Details zum Kurzarbeitergeld auf der Seite der Bundesagentur für Arbeit: https://www.arbeitsagentur.de/unternehmen/finanziell/kurzarbeitergeld-uebersicht-kurzarbeitergeldformen
Weitere Informationen zur Kurzarbeit in Zeiten der Coronakrise finden Sie auf der Webseite vom Bund-Verlag. Aktuelle offizielle Informationen des Bundeswirtschaftsministeriums finden Sie auf dessen Website unter Auswirkungen des Coronavirus: Informationen und Unterstützung für Unternehmen.

Wichtige Hinweis zur Beantragung des Kurzarbeitergelds

In der ersten Stufe ist der Arbeitsausfall anzuzeigen, in der zweiten Stufe werden anschließend bei der Bundesagentur für Arbeit die Erstattungen der konkret durch den Betrieb verauslagten Beträge für das Kurzarbeitergeld beantragt und kurzfristig ausgezahlt; einige Monate später erfolgt schließlich eine abschließende Prüfung der Zahlungen.

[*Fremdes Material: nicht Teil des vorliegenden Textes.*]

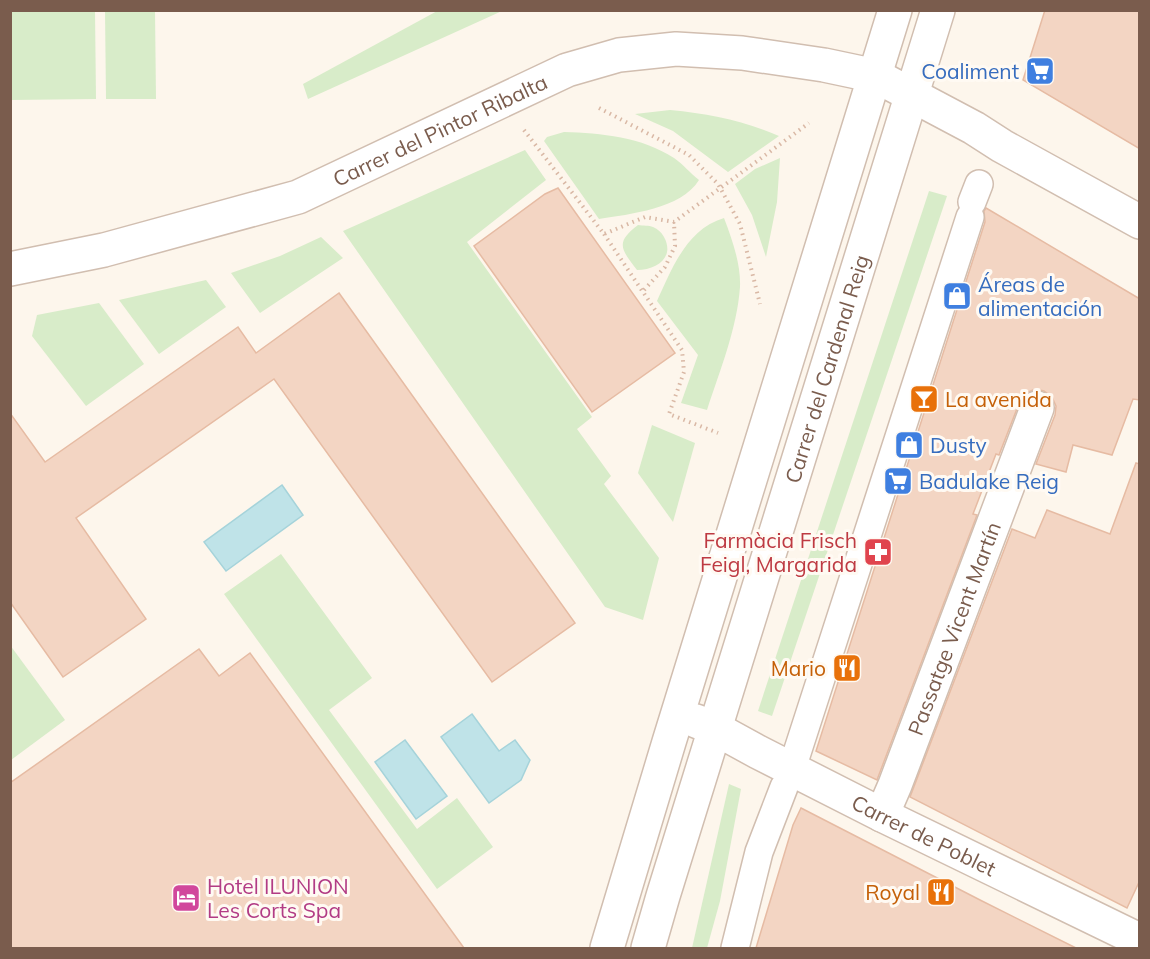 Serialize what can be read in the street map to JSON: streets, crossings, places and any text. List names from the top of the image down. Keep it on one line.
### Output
{"streets":{"street":["Carrer del Pintor Ribalta","Carrer del Cardenal Reig","Passatge Vicent Martín","Carrer de Poblet"]},"crossings":[["Carrer del Pintor Ribalta","Carrer del Cardenal Reig"],["Carrer del Cardenal Reig","Carrer de Poblet"],["Passatge Vicent Martín","Carrer de Poblet"]],"places":{"supermarket":["Coaliment","Badulake Reig"],"shop":["Áreas de alimentación","Dusty"],"bar":["La avenida"],"pharmacy":["Farmàcia Frisch Feigl, Margarida"],"restaurant":["Mario","Royal"],"hotel":["Hotel ILUNION Les Corts Spa"]}} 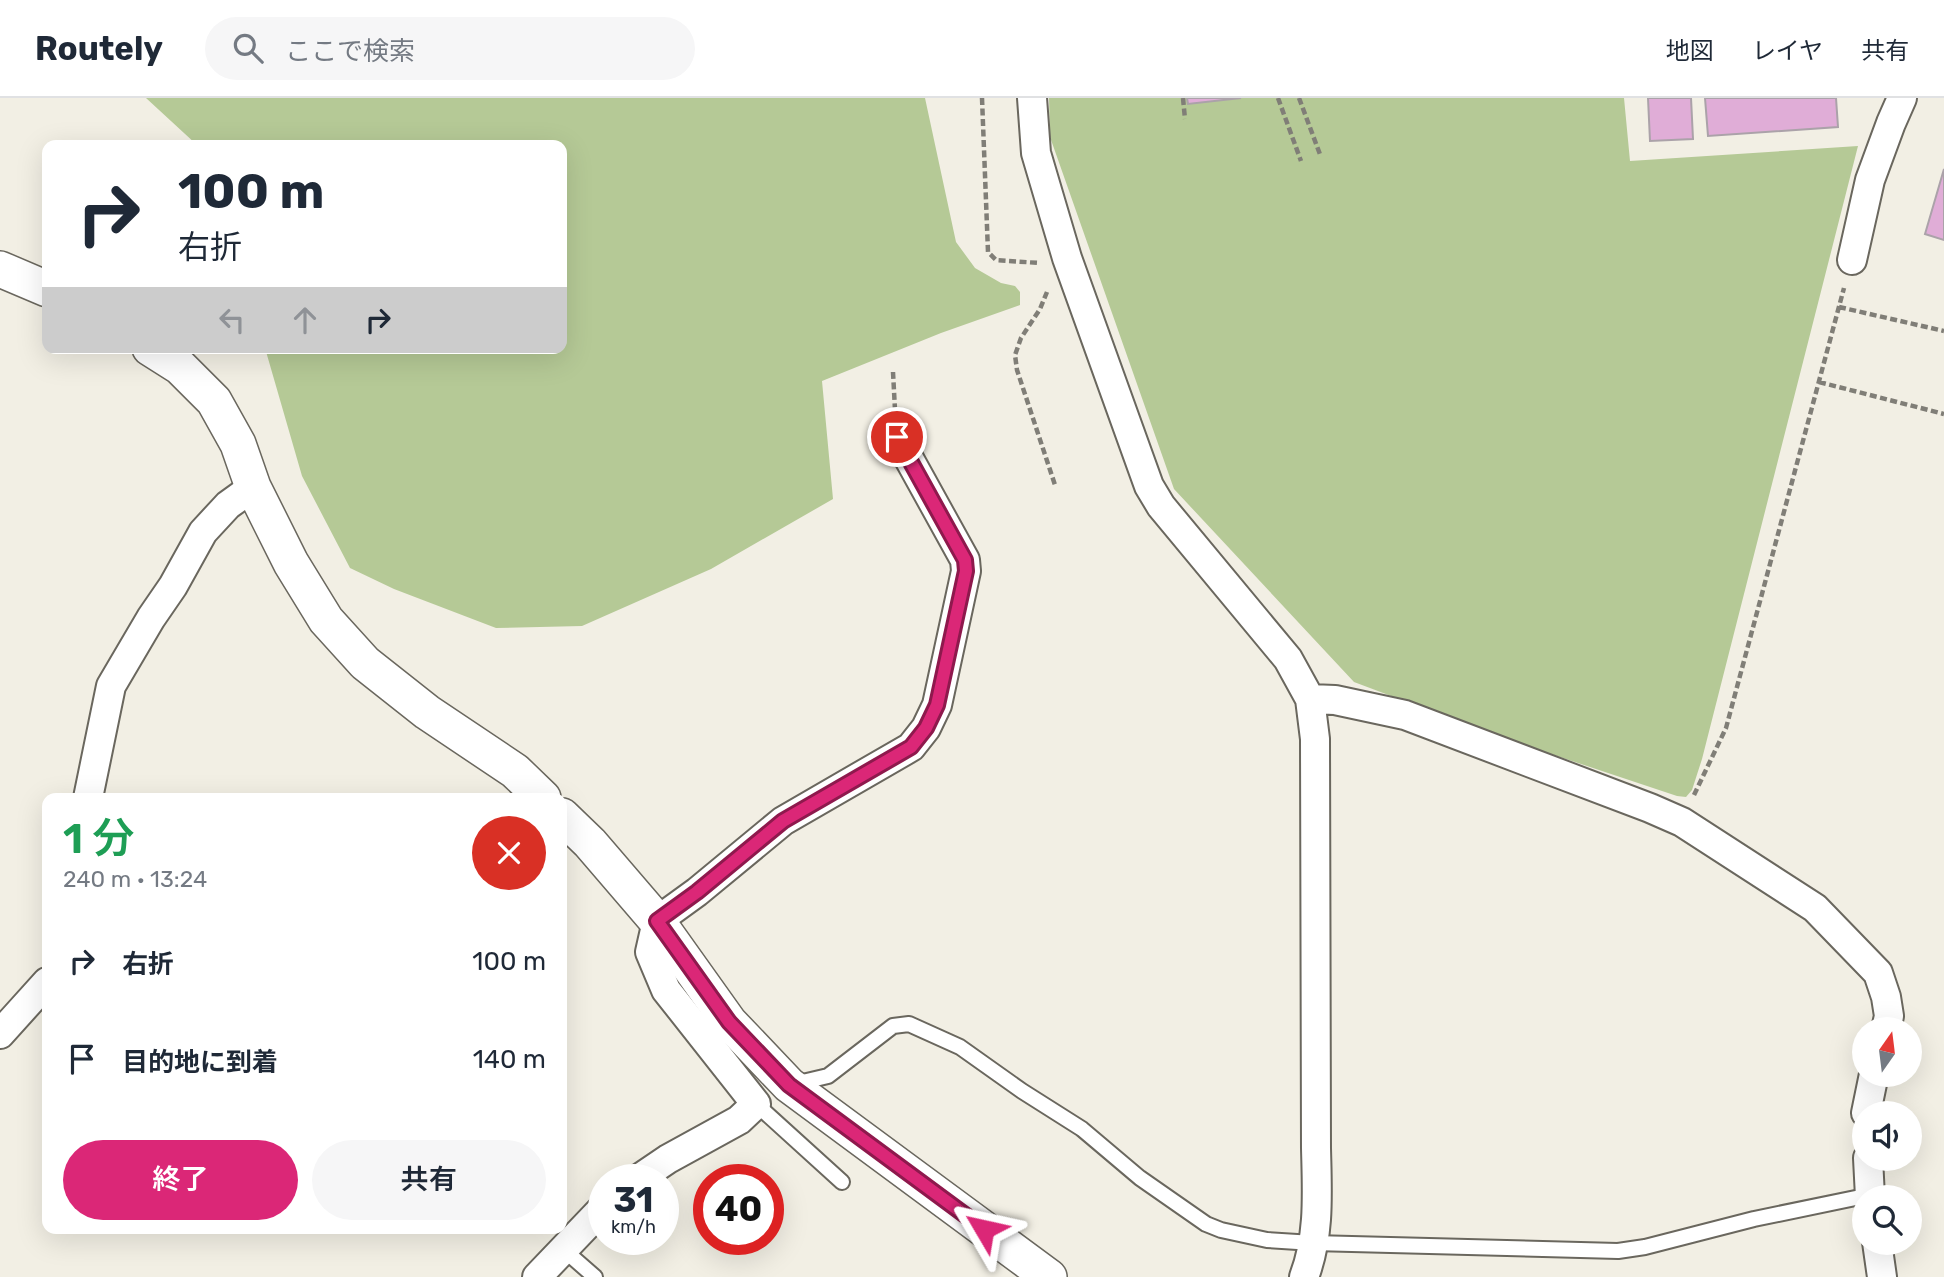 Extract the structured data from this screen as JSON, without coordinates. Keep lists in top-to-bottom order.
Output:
{
  "north": "top",
  "page": {
    "header": "Routely",
    "search": "ここで検索",
    "nav": ["地図", "レイヤ", "共有"],
    "turn": ["100 m", "右折"],
    "heading": ["1 分", "240 m · 13:24"],
    "list": [
      {
        "name": "右折",
        "value": "100 m"
      },
      {
        "name": "目的地に到着",
        "value": "140 m"
      }
    ],
    "buttons": ["終了", "共有"],
    "speed": "31 km/h",
    "limit": "40"
  }
} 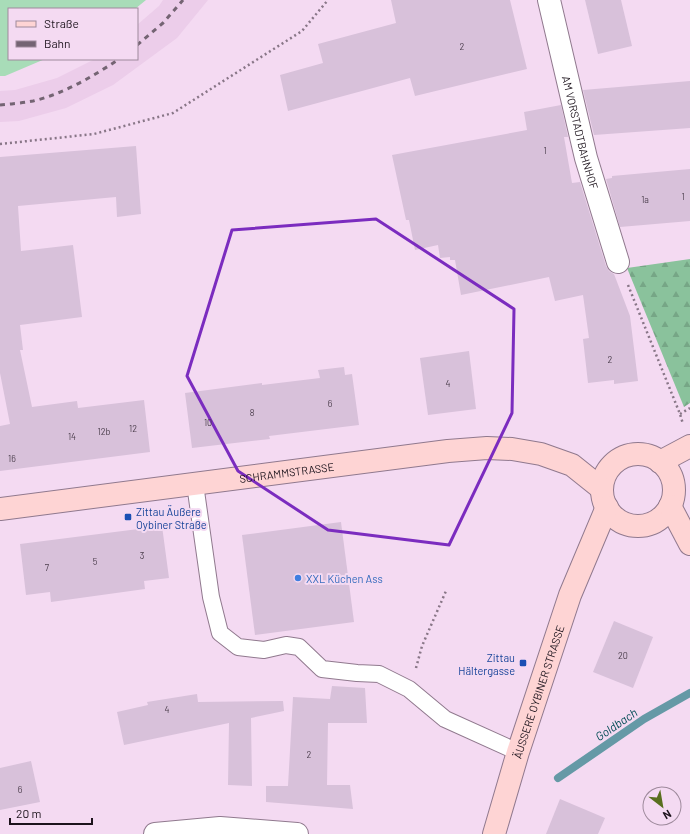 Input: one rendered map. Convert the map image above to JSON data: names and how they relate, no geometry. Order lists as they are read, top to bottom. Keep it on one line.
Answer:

Besonders wichtig ist, dass die Anzeige bis Ende des Monats eingehen muss, in dem der erste Arbeitsausfall stattfand. Das Formular zur Anzeige finden Sie unter dem oben genannten Link.

*** Wichtig ist der rechtzeitige Eingang der Anzeige.***

Das Kurzarbeitergeld wird frühestens von dem Kalendermonat an geleistet, in dem die Anzeige über den Arbeitsausfall bei der Agentur für Arbeit eingegangen ist. Bitte beachten Sie, dass eine ausführliche Begründung für die Anzeige für eine Entscheidung hilfreich ist.

Staatliche Lohnerstattung bei Quarantäne

Mein Betrieb wurde von der zuständigen Behörde auf Grund von Corona unter Quarantäne gestellt und zur Schließung aufgefordert (Tätigkeitsverbot). Kann ich mir als Arbeitgeber die Lohnfortzahlung erstatten lassen?

Entschädigungsansprüche nach dem Infektionsschutzgesetz (Paragraph 56) bestehen nur bei angeordneter (häuslicher) Isolation oder Quarantäne. Nur wer aufgrund des Coronavirus offiziell unter Quarantäne gestellt wird, einem sogenannten “Tätigkeitsverbot“ unterliegt und dadurch einen Verdienstausfall erleidet, kann eine Entschädigung beantragen. Hier gelangen Sie zu weiteren Infos zu AntragPar56ffIfSG staatlicher Lohnerstattung bei Quarantäne.

Ein Anspruch kann bei angeordneter Quarantäne sowohl für Arbeitnehmer als auch für Selbständige bestehen. Für den Betrieb selbst besteht dieser Anspruch grundsätzlich nicht. Auch nicht im Falle einer angeordneten Betriebsschließung oder bei sonstigen Umsatzsausfällen.